4.3. CCI – MAIN ELEMENTS
There are four main elements of the Anti-competition law that the CCI focuses on. They are:
4.3.1 Cartels & Bid-Rigging: According to section 2, clause © of the Competition Act (2002) –
A “Cartel” is defined as “an association of producers, sellers, distributors, traders or service
providers who, by agreement amongst themselves, limit, control or attempt to control the
production, distribution, sale or price of, or trade in goods or provision of services” 2(Provisions
Relating to Cartels – Advocacy series 2, Competition Act, 2002)
Any horizontal agreements between firms, persons, organizations or associations who
operate in the same business sector or vertical agreements between different persons or
firms at different levels of production in the supply chain in different markets is deemed to
have an adverse effect on competition. Hence these horizontal and vertical agreements
between firms is termed as cartelization and is thus prohibited by the CCI.

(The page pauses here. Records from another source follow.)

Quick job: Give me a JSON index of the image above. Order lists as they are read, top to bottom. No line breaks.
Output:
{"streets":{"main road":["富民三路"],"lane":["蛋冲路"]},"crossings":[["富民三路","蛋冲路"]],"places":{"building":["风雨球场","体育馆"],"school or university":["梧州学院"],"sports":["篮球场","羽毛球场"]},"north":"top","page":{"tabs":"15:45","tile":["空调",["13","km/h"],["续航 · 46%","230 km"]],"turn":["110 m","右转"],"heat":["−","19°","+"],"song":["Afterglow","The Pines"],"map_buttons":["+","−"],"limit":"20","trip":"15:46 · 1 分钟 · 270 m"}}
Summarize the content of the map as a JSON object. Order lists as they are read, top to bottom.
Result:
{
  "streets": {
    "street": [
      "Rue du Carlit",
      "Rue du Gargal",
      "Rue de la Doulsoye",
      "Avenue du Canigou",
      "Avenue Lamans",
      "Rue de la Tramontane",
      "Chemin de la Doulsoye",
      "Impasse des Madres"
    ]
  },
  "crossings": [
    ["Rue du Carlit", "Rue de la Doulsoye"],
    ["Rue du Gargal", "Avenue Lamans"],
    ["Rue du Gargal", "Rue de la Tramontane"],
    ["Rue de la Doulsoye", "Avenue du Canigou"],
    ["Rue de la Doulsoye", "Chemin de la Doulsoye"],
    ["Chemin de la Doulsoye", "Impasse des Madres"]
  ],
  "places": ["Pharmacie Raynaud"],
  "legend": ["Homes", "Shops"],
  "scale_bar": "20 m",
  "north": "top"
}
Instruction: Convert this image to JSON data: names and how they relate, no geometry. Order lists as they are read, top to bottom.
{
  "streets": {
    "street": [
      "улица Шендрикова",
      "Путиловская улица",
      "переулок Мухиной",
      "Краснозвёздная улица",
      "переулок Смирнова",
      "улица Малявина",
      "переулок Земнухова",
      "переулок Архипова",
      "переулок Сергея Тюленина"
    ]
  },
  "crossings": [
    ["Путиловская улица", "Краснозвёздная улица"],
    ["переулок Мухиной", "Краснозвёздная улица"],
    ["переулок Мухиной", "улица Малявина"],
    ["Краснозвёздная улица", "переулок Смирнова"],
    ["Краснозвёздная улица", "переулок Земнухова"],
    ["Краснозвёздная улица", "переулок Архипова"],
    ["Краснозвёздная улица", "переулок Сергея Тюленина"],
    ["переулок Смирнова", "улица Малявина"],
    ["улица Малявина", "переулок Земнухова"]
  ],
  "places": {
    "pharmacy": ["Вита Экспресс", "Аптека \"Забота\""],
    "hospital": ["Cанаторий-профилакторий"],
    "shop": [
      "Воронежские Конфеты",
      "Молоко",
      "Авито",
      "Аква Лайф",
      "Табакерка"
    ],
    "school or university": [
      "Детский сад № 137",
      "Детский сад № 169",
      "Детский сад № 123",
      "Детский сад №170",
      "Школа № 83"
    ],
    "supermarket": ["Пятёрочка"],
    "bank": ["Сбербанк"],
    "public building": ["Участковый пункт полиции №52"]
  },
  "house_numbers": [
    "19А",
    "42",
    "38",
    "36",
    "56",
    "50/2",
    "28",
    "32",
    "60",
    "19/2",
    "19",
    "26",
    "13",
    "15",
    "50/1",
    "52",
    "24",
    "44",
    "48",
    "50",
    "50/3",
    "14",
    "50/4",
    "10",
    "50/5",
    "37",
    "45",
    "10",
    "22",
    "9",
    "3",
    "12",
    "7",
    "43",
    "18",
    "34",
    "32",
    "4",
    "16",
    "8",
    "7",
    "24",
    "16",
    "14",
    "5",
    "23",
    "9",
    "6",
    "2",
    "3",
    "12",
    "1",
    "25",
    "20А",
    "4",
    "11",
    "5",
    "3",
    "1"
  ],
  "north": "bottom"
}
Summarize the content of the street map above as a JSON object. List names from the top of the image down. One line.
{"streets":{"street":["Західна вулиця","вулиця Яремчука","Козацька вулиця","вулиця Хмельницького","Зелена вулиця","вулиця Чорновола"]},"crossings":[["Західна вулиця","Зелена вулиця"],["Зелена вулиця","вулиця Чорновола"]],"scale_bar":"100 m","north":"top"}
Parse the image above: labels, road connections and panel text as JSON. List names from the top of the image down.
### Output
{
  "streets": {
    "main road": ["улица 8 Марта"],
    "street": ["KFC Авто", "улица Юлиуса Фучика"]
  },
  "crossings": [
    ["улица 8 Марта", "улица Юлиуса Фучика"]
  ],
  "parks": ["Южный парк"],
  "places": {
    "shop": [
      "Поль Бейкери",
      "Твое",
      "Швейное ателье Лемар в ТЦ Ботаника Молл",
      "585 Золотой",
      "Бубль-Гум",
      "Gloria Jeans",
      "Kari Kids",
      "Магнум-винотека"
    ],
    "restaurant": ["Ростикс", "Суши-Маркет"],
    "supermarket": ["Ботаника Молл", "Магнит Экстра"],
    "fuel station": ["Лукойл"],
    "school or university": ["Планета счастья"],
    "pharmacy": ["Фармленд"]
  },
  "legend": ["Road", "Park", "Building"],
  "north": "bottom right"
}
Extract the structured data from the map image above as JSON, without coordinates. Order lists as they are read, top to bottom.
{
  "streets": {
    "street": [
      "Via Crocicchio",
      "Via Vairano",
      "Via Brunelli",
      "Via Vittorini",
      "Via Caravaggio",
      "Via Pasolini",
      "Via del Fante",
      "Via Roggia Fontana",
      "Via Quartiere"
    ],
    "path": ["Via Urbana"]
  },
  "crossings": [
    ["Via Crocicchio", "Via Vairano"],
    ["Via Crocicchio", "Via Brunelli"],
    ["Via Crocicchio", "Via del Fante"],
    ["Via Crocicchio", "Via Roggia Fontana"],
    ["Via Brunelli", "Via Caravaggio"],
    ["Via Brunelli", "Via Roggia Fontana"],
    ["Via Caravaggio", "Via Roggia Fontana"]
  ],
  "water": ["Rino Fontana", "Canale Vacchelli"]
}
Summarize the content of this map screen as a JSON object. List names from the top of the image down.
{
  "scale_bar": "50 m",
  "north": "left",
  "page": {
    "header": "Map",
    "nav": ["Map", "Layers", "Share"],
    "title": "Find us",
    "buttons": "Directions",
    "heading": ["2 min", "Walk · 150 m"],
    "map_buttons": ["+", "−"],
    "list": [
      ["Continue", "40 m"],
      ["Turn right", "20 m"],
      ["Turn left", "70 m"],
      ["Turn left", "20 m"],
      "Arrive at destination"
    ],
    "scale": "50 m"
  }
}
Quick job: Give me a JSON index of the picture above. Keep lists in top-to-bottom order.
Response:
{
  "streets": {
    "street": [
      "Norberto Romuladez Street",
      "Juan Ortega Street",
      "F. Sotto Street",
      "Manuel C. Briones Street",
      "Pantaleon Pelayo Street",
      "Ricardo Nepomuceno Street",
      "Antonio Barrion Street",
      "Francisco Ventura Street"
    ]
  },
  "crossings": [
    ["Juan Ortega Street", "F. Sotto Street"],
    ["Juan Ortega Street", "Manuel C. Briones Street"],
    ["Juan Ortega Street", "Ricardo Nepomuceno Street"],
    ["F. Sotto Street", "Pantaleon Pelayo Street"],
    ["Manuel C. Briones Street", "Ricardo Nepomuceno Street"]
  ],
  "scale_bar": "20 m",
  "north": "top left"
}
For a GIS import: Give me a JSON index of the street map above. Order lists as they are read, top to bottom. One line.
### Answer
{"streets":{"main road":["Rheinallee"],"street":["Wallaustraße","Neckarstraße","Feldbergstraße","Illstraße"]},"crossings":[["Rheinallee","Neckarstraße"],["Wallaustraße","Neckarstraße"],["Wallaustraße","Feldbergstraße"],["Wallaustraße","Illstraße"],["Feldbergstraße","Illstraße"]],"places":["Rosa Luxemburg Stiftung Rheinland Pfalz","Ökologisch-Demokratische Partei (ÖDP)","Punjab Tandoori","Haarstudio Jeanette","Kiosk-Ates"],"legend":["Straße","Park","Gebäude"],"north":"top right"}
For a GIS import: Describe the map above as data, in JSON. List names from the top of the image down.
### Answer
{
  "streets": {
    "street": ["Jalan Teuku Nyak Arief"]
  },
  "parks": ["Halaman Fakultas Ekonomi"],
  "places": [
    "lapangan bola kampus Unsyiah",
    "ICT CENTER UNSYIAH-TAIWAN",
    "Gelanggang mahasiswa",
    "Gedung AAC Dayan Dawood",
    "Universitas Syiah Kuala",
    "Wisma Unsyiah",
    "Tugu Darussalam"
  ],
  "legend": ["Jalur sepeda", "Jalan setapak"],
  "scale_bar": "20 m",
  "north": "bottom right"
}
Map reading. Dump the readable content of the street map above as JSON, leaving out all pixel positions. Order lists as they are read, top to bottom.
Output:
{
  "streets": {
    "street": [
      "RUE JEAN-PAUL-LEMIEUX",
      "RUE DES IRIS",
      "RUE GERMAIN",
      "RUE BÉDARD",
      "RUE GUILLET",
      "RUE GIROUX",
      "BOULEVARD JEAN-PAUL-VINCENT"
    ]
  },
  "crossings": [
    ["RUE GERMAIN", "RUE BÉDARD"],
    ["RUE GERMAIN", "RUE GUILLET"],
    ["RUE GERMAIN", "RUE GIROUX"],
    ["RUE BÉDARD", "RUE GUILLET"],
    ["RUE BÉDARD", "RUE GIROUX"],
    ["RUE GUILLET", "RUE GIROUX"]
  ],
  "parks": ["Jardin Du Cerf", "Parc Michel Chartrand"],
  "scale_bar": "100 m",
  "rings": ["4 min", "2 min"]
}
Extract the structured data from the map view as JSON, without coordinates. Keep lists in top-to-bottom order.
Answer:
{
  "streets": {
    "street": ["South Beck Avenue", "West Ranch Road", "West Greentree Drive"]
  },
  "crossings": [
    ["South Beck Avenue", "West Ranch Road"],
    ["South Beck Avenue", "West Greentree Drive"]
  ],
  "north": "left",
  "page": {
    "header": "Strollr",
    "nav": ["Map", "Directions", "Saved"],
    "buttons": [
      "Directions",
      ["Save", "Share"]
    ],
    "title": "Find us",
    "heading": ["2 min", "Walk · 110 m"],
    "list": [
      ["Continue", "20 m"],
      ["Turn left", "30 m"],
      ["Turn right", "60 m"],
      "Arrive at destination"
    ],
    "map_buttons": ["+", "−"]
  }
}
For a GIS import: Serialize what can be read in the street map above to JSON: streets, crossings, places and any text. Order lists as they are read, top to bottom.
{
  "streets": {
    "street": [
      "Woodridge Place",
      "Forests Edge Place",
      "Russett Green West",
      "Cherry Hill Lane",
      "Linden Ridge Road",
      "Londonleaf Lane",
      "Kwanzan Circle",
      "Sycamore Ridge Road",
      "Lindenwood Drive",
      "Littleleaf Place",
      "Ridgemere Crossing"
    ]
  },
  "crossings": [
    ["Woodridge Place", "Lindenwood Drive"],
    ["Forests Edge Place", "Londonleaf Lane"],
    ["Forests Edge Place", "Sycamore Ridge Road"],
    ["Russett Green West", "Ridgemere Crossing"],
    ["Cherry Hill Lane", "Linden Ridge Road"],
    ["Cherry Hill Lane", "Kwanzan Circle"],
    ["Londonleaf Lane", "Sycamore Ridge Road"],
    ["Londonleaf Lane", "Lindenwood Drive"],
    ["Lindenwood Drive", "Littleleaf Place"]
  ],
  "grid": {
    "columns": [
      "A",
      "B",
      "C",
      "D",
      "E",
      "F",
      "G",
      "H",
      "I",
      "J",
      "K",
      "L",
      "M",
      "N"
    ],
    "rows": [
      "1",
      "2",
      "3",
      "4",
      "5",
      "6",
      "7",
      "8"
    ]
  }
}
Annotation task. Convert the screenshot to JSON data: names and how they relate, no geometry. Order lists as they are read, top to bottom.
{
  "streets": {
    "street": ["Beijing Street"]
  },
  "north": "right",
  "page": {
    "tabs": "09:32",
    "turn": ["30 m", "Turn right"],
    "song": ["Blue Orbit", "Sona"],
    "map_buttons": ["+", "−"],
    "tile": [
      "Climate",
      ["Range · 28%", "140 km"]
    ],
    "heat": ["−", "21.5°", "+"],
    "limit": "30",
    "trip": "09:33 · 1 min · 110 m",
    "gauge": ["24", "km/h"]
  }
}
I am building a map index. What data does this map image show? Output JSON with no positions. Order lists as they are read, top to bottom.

According to sub-section (3) of Section 3, Competition Act, “Bid Rigging” is defined as “any
agreement, between enterprises or persons referred to in sub-section (3) engaged in identical
or similar production or trading of goods or provision of services, which has the effect of
eliminating or reducing competition for bids or adversely affecting or manipulating the
process for bidding”3 (Provisions Relating to Bid Rigging – Advocacy Series 3, Competition Act,
2002)
When firms collude to keep the bid at a pre-determined fixed level, it is termed as bid rigging
and is considered to have an appreciable adverse effect on the competition in the industry.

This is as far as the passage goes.